Tuesday, 09 May 2006
By Jill McGivering, BBC News, Delhi
It was a glamorous evening in one of Delhi's most exclusive venues.As the music played, the rich and fashionable gossiped and waiters moved through the crowd with silver trays of drinks and canapés.
Before dinner was served, the main lights dimmed and the master of ceremonies announced the star of the show, businessman Lovy Khosla.
Standing in a cascade of glitter, he launched his latest venture, Elvy - described as India's first lifestyle catalogue.
After the presentation, I asked Mr Khosla what kind of people he hoped would buy the bone china, platinum-stemmed wine glasses and other luxury catalogue items.
"Aspiring Indians", he said, "the new emerging middle-class".

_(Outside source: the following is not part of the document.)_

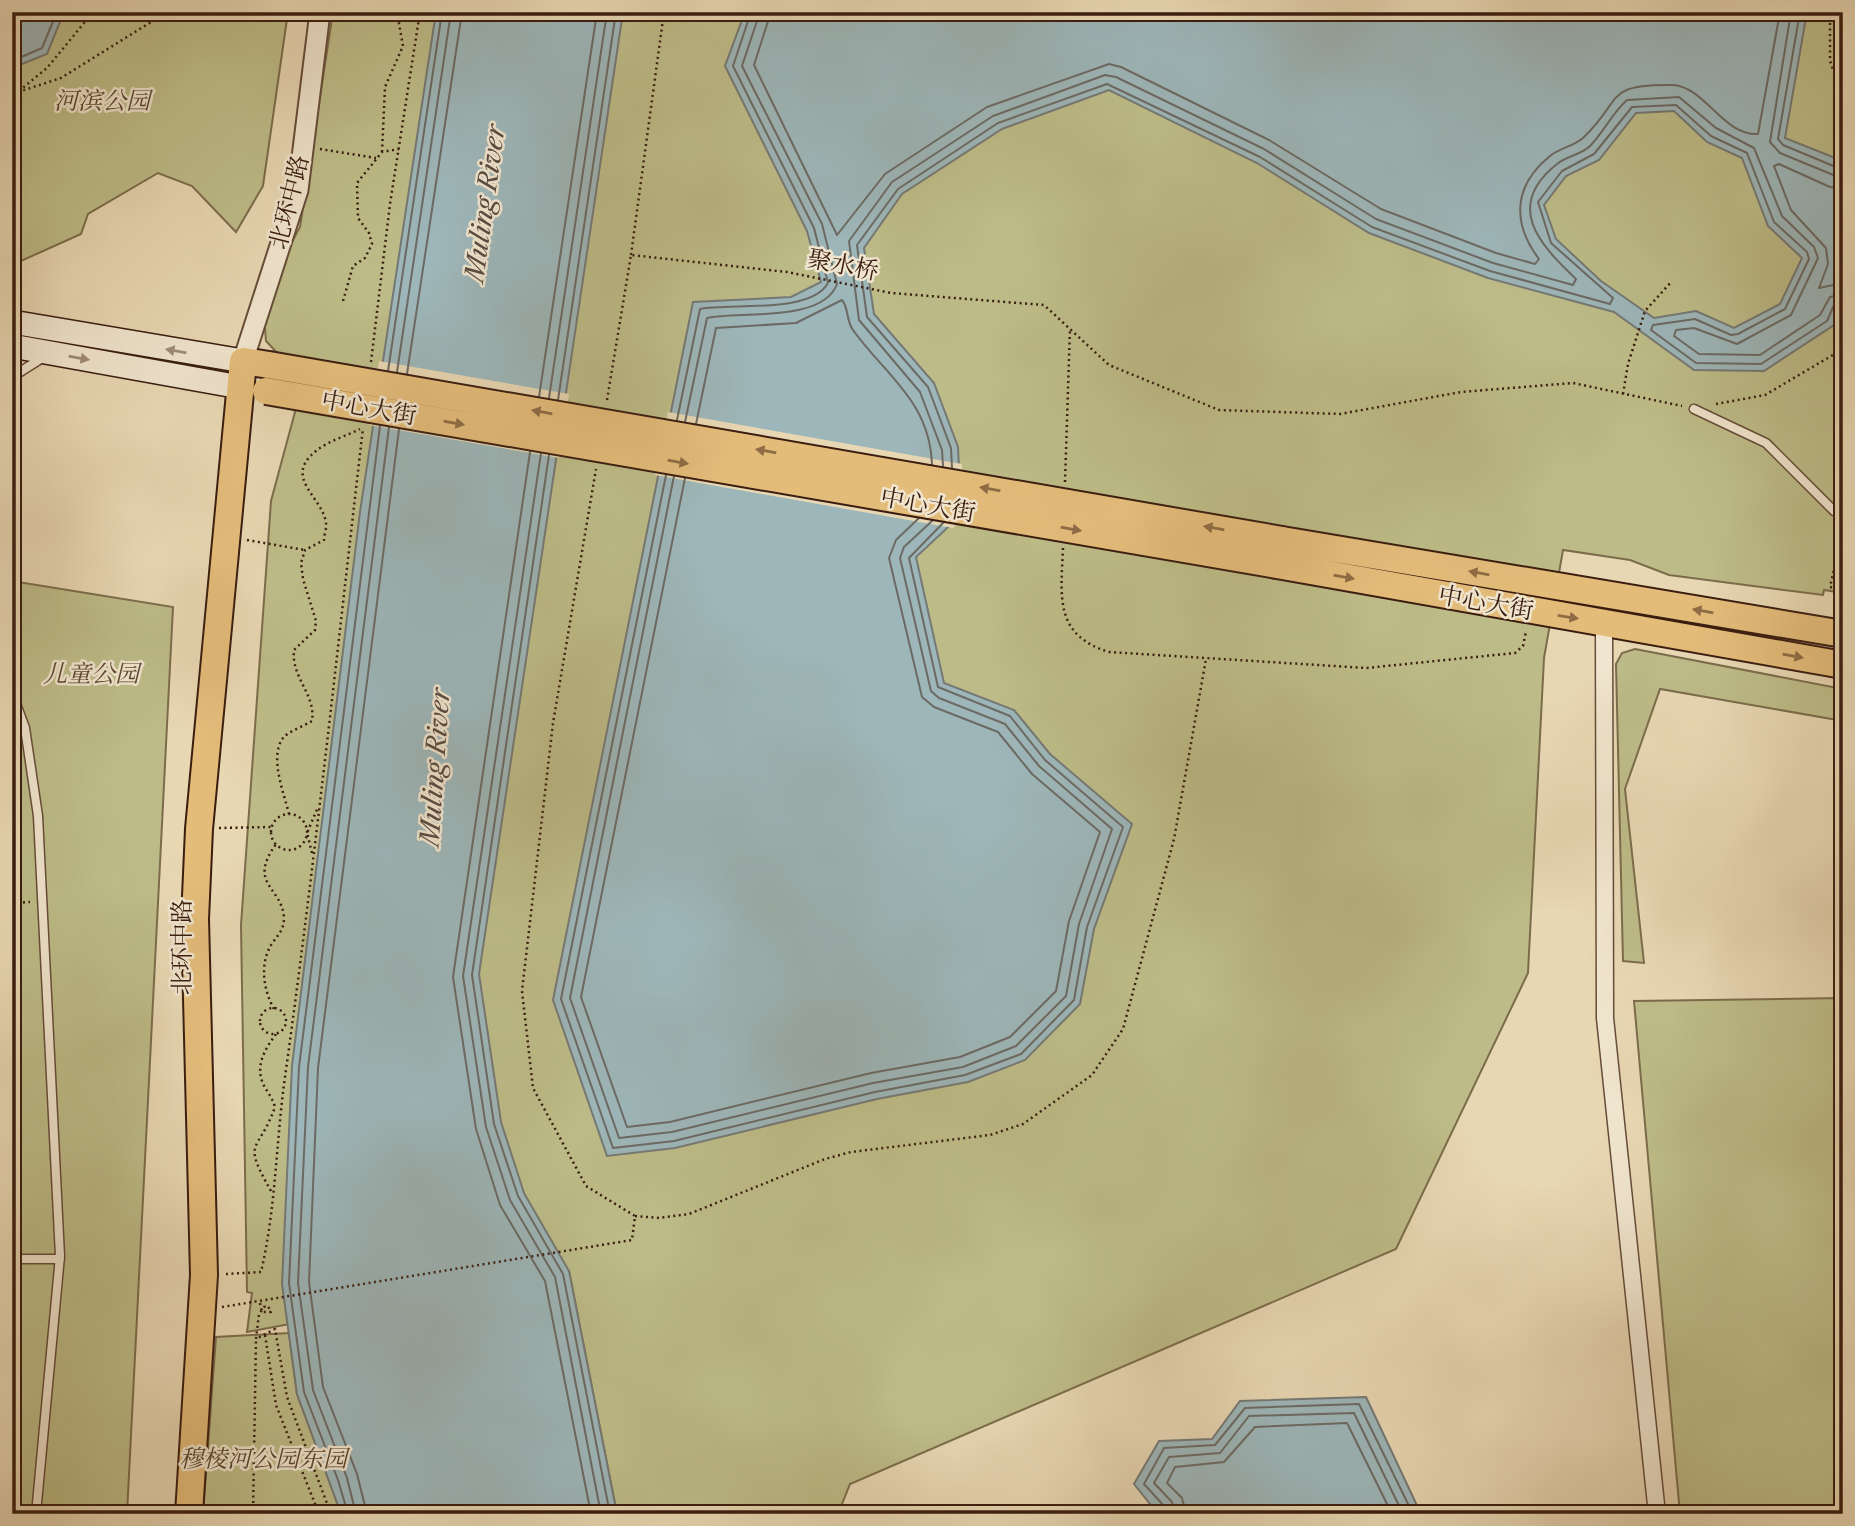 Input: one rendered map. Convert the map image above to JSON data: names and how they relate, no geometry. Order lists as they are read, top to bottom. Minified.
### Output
{"streets":{"highway":["北环中路","中心大街"],"path":["聚水桥"]},"crossings":[["北环中路","中心大街"]],"water":["Muling River"],"parks":["河滨公园","儿童公园","穆棱河公园东园"]}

He admitted the divide at the moment between rich and poor was huge - but eventually, he said, everyone in India would prosper.
'Brain industry'
At times, optimism like Mr Khosla's does seem justified.

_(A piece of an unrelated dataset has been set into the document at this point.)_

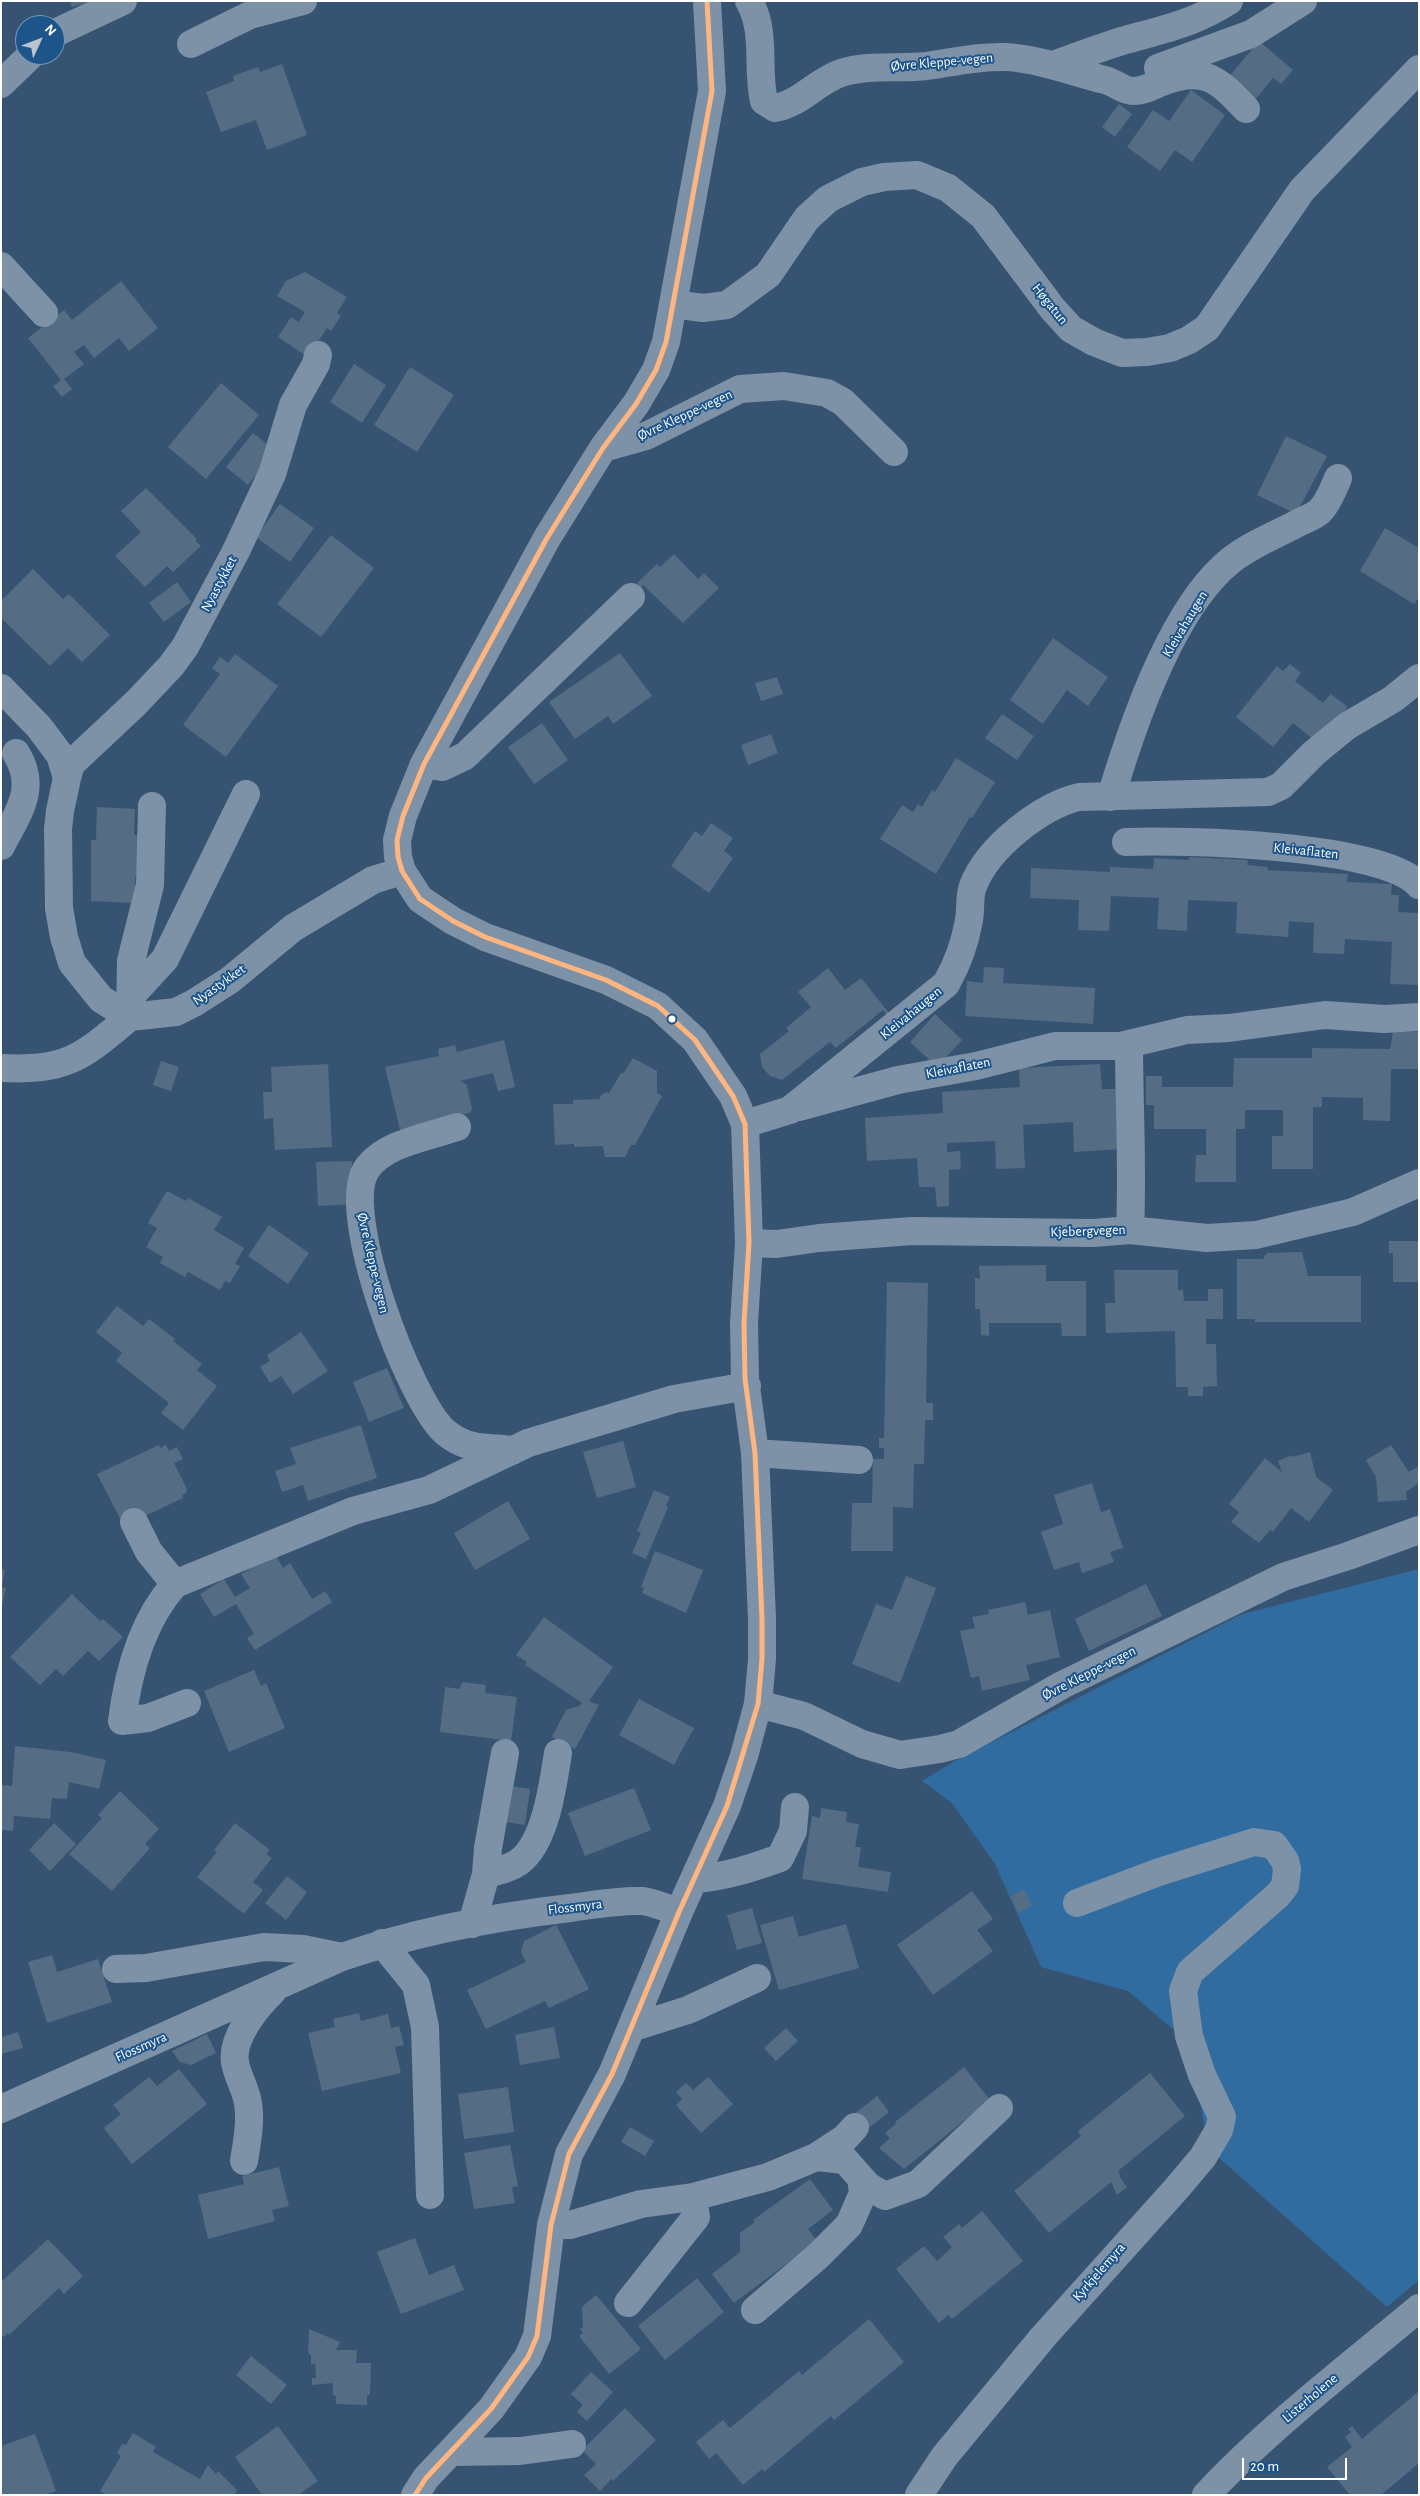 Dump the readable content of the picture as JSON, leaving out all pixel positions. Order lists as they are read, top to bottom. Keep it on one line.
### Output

More and more people nowadays have the means to buy the international goods now available in India's cities.
The IT shops I visited in Delhi, for example, were buzzing with all the latest technology.
The IT sector itself is still small but clearly booming, a key part of India's new wealth.

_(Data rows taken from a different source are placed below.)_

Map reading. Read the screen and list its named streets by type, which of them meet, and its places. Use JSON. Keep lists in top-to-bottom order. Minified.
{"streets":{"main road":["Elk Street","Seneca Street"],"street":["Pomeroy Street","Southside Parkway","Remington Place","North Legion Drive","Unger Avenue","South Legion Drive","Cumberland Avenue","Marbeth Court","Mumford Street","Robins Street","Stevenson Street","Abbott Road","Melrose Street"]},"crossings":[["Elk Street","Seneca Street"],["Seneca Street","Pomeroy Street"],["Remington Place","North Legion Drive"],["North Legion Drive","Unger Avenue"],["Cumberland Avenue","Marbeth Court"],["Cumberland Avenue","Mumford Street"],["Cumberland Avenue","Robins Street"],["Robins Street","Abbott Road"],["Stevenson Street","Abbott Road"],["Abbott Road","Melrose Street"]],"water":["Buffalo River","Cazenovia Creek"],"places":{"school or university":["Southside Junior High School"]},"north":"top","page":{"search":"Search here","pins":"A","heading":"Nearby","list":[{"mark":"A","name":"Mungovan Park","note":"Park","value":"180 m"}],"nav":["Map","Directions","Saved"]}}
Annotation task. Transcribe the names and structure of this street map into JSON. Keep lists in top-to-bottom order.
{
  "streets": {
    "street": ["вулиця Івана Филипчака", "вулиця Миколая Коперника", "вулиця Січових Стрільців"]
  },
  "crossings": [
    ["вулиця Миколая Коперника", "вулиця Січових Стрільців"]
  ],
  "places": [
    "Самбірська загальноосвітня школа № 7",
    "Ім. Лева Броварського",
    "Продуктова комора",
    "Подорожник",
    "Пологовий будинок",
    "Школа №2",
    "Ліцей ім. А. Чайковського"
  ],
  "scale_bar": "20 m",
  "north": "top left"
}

But there's a clear mismatch between the hinterland of rural unemployed and the IT sector's demand for educated workers.
Kiran Karnik, the President of India's National Association of Software and Service Companies, told me one of their biggest problems is finding enough suitable recruits, people with the right education and skills.
"You have a lot of people with minimal or sometimes no education," he said.
"And the industry we work in requires at least a certain minimum level of knowledge. It's not a brawn industry, it's a brain industry. That means we're looking for people who are by and large graduates."
But why, in a country of more than a billion people, are graduates relatively hard to find?
Why do about some 93% of Indians never progress beyond secondary school?
Poor education
I travelled by train into rural Uttar Pradesh, one of India's biggest and poorest states to see the education available for children in villages there.
I was taken to a small village by Sandeep Pandey, one of the founders of the educational charity Asha (Hope).
There I came across about 50 children, of all ages from about three to 15 years, sitting under the trees chanting their lessons.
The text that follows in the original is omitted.